Öztürk, "Bu toplantı, tüm sektörün, akademisyenlerin, sağlık çalışanlarının, devletin bir araya geldiği bir toplantı ve ülkemizi ileriye taşıyabilmek açısından fikir alışverişinde bulunmak açısından çok ciddi anlamda önem taşıyor. Bizde Sanafi olarak bilimin mucizelerinin peşinde olduğumuzu her zaman söylüyoruz. İnovasyonun olduğu her yerde olmak, inovasyona ve startuplara katkıda bulunmak, ülkedeki ekosistemin gelişmesine destek olmak temel önceliklerimizden bir tanesi. O yüzden burada olduğumuz için çok mutluyuz." açıklamalarında bulundu.

Care4Rare projeleriyle ilgili de görüşlerini belirten Öztürk, projeye 4 yıl önce Türkiye'den startuplar çıkarmak adına başladıklarını ifade ederek, kurduklarını sistemle birlikte her sene, yaklaşık 70 başvuru aldıklarını ve zamanla oluşan ekosisteme destek olmak için Teknoparkların, üniversitelerin ve girişim sermayelerinin katıldığını aktardı.

Öztürk, 40'ıncı Vizyon Toplantısı'nda da tüm dünyanın zorlandığı bir alan olan, nadir hastalıklar alanında ciddi anlamda yenilikçi çözümler gerçekleştiren startupları dinleme şansı yakaladıklarına vurgulayarak, şöyle devam etti:

"Nadir bir hastalığın keşfedilmesi tüm dünyada ortalama olarak yaklaşık 8 yıl alıyor. Bu süre boyunca, hastalığı yalnızca arıyorsunuz ve süreç içerisinde hastalığın şartları kötüleşiyor, devletlere ek bütçe yükü oluşuyor. Burada yapay zekanın ve teknolojinin kullanılması inanılmaz önem taşıyor. Bugün, bu alanda çözüm geliştiren 5 startupı dinledik. Umarım bu süreçleri kısaltacak, verilerin daha doğru analiz edilmesini sağlayacak çözümler üretiriz. Üniversitelerimizle de iş birliği yaptık ve startuplarımızı bu ağ ile tanıştırdık. Bu iş birlikleri ile ciddi aşamalar kaydederiz ve tüm dünyaya örnek oluruz."
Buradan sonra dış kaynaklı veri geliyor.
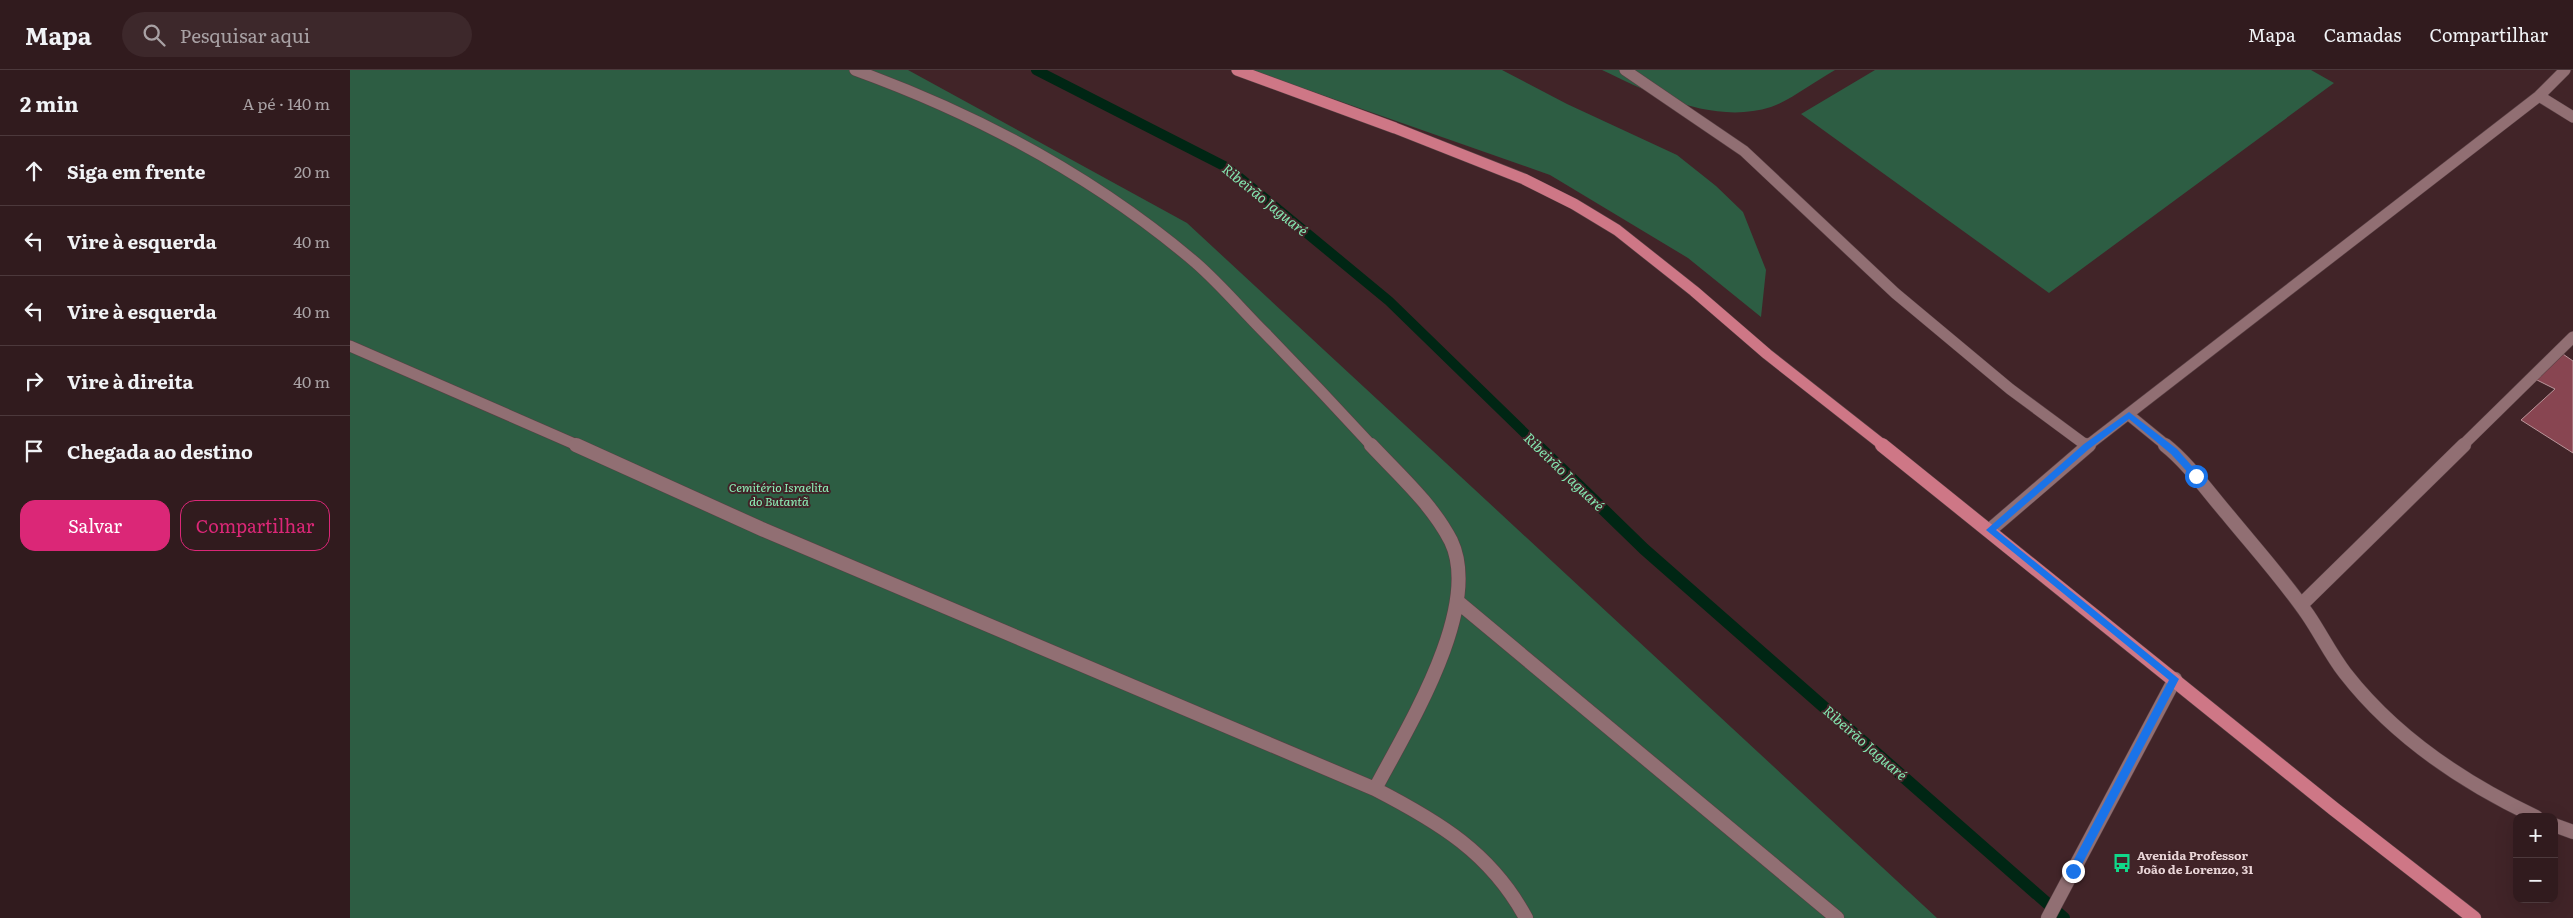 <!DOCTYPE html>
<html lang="pt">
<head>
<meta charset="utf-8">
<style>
	:root { --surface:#311b1e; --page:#3d282b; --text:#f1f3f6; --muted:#a8a1a4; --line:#4c393c; --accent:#db2777 }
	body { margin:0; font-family:Literata,serif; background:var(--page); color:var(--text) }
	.controls { position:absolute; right:15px; bottom:15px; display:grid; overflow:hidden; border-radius:10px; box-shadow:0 5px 20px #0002 }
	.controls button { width:45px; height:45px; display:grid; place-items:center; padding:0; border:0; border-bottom:1px solid var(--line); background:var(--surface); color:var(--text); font:25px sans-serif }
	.stop { position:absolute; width:15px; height:15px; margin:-11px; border:4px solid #1a73e8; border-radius:50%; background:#fff }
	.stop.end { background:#1a73e8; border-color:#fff; box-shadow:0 1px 5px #0008 }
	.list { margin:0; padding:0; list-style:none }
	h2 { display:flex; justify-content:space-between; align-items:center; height:65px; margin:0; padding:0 20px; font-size:21px }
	h2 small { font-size:16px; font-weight:400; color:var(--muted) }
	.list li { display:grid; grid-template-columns:32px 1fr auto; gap:15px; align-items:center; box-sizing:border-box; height:70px; padding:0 20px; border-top:1px solid var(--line) }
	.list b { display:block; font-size:19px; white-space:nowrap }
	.list em { font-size:16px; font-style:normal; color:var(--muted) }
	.actions { display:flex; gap:10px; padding:15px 20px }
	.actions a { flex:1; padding:11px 0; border:1px solid var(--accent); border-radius:15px; text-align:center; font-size:18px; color:var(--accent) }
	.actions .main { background:var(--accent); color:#fff }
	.icon { flex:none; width:28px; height:28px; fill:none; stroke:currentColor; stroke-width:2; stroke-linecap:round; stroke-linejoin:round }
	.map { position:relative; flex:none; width:2223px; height:848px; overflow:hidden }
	header { display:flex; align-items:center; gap:30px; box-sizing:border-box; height:70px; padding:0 25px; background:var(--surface); border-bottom:1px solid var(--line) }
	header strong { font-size:24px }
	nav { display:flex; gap:28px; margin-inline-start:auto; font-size:18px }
	.search { width:350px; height:45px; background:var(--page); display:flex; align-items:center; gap:12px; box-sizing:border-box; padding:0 18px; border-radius:28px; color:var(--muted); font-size:19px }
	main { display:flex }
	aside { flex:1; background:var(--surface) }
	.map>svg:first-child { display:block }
	.green { fill:#2d5d43 }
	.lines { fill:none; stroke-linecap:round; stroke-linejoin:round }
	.stream-far1 { stroke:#002614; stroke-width:10 }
	.stream { stroke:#002614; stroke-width:12 }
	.building { fill:#884551; stroke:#ba959a }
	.minor-far1-casing { stroke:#594044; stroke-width:12 }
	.minor-casing { stroke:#594044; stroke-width:15 }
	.major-far1-casing { stroke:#594044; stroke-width:12 }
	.major-casing { stroke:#594044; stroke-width:15 }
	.minor-far1 { stroke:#916f73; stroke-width:11 }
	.minor { stroke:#916f73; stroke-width:14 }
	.major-far1 { stroke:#ce7786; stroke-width:11 }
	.major { stroke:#ce7786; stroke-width:14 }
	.route { fill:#1a73e8 }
	.labels { text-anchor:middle; stroke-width:4; stroke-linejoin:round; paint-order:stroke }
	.park-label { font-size:12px; font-style:italic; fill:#8ef1b9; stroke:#412428 }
	.poi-label { font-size:12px; font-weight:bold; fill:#e9d5d7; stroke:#412428; text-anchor:start }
	.water-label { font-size:14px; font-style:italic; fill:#85e7b1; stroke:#412428 }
</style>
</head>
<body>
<header>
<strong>Mapa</strong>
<div class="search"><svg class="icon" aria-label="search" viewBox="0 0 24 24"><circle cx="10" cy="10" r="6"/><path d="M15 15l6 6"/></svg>Pesquisar aqui</div>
<nav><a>Mapa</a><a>Camadas</a><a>Compartilhar</a></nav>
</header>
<main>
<aside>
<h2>2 min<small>A pé · 140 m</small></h2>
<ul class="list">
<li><svg class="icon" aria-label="ahead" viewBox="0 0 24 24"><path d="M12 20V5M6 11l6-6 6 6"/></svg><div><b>Siga em frente</b></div><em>20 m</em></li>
<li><svg class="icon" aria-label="left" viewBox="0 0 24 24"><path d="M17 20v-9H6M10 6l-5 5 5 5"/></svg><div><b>Vire à esquerda</b></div><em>40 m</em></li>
<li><svg class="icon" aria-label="left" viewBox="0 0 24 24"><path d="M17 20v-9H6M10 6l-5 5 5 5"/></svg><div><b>Vire à esquerda</b></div><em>40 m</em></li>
<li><svg class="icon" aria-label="right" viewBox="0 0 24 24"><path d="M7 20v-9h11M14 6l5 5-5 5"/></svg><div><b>Vire à direita</b></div><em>40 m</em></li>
<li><svg class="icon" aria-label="arrive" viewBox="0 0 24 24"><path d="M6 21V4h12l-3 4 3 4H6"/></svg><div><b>Chegada ao destino</b></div></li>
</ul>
<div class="actions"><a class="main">Salvar</a><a>Compartilhar</a></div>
</aside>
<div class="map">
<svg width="2223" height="848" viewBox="0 0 2223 848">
	<rect width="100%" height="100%" fill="#412428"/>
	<!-- green -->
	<path class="green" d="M0,0H558L837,153L1587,848H0Z
		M901,0H1152L1217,34L1327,85L1366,116L1393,142L1416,200L1411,247L1338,188L1200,105Z
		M1252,0H1485C1467,10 1439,31 1421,37C1364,55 1302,24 1252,0Z
		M1525,0H1961L1984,13L1699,223L1451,44Z"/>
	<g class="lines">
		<!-- stream-far1 -->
		<path class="stream-far1" d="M686,0L878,98L1039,231L1188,376"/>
		<!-- stream -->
		<path class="stream" d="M1187,375L1294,479L1714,848"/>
	</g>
	<!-- building -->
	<path class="building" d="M2210,282L2223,291V383L2171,350L2205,319L2187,310L2193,297Z"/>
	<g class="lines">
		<!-- minor-far1 casing -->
		<g class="minor-far1-casing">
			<path id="minor-far1" d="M505,0C629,45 745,107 846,193C871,215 892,240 915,263C951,300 987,338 1022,376
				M1275,0L1394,81L1545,223L1660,319L1737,376
				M2189,26L2223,47
				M0,276L229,376
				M1779,345L1817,376
				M1737,376L2189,26L2215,0
				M2112,376L2223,267"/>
		</g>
		<!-- minor casing -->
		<g class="minor-casing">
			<path id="minor" d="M226,375L414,460L1025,719C1089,752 1141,783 1176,848
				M1021,375C1049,405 1082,434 1101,471C1133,538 1056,660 1025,719
				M1735,375L1737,376
				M1815,375C1839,394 1858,422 1878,445C1905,478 1934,510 1958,545C1971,564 1981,585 1995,603C2044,666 2114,713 2186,747
				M1640,460L1739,375
				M1108,532L1487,848
				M1951,535L2114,375
				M2204,755L2223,762
				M1698,848L1825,609"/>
		</g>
		<!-- major-far1 casing -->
		<g class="major-far1-casing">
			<path id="major-far1" d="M887,0L1045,58L1174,109L1224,134L1267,160L1344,221L1417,284L1534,376"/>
		</g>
		<!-- major casing -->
		<g class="major-casing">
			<path id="major" d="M1532,375L1984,739L2124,848"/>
		</g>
		<!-- minor-far1 -->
		<use href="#minor-far1" class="minor-far1"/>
		<!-- minor -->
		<use href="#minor" class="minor"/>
		<!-- major-far1 -->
		<use href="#major-far1" class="major-far1"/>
		<!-- major -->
		<use href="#major" class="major"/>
	</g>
	<!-- route -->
	<path class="route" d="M1779,342L1827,379L1848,403V408H1843L1821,384L1779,349L1739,379L1646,460L1829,609L1727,804L1723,806L1718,801L1720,797L1819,610L1636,460L1734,374Z"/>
	<!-- icons -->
	<defs>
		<g id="bus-bare" transform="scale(1.5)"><path d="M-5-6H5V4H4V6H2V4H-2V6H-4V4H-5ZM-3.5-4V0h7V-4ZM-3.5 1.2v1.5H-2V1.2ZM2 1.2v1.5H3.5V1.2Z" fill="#10d98a" stroke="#412428" stroke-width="2.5" paint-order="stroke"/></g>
	</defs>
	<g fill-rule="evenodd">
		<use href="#bus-bare" x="1772" y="793"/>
	</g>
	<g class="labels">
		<!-- park labels -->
		<g class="park-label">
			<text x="429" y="422">Cemitério Israelita<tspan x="429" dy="14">do Butantã</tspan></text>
		</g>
		<!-- poi labels -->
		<g class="poi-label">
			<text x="1787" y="790">Avenida Professor<tspan x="1787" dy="14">João de Lorenzo, 31</tspan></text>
		</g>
		<!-- water labels -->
		<g class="water-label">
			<text transform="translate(915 130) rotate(39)" y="5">Ribeirão Jaguaré</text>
			<text transform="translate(1214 402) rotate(44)" y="5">Ribeirão Jaguaré</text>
			<text transform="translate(1515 673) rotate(41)" y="5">Ribeirão Jaguaré</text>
		</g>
	</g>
</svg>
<div class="controls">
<button>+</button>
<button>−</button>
</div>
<div class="stop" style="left:1846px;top:406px"></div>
<div class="stop end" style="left:1723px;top:801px"></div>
</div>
</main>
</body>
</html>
- "Hedefimiz dünya çapında bir başarı hikayesi yazmak"

Care4Rare projesinin birincisi olan girişimin sahibi Orhan Gören ise süreci düzenleyen tüm ekip üyelerine ve emeği geçenlere çok teşekkürlerini ileterek programa başından itibaren yoğun bir çalışma süreciyle dahil olduklarını ve oldukça kapsamlı bir eleme sürecinden geçtiklerini belirtti.

Projelerinde zihin ve beden arasındaki ilişkiye odaklandıklarına işaret eden Gören, "Mental sağlığımızın bedenimizde yarattığı tepkileri analiz eden bir karar destek sistemi geliştiriyoruz. Bu sistem, hangi durumların bizde travmatik etkiler bıraktığını ya da bırakmadığını objektif olarak değerlendirmemize olanak sağlıyor. Özellikle onkoloji gibi bulaşıcı olmayan hastalıkların tedavi süreçlerinin bir parçası olmayı hedefliyoruz. Sağlık alanının yalnızca fiziksel değil, aynı zamanda duygusal hikayelerle bütünleşmiş bir yapı olduğunu düşünüyoruz. Bu nedenle, karar alma süreçlerinde oldukça subjektif kalan bir alanı fizyolojik analizlerle aydınlatmayı amaçlıyoruz. En büyük hedefimiz Türkiye'den çıkan bir girişim olarak dünya çapında bir başarı hikayesi yazmak." değerlendirmelerinde bulundu.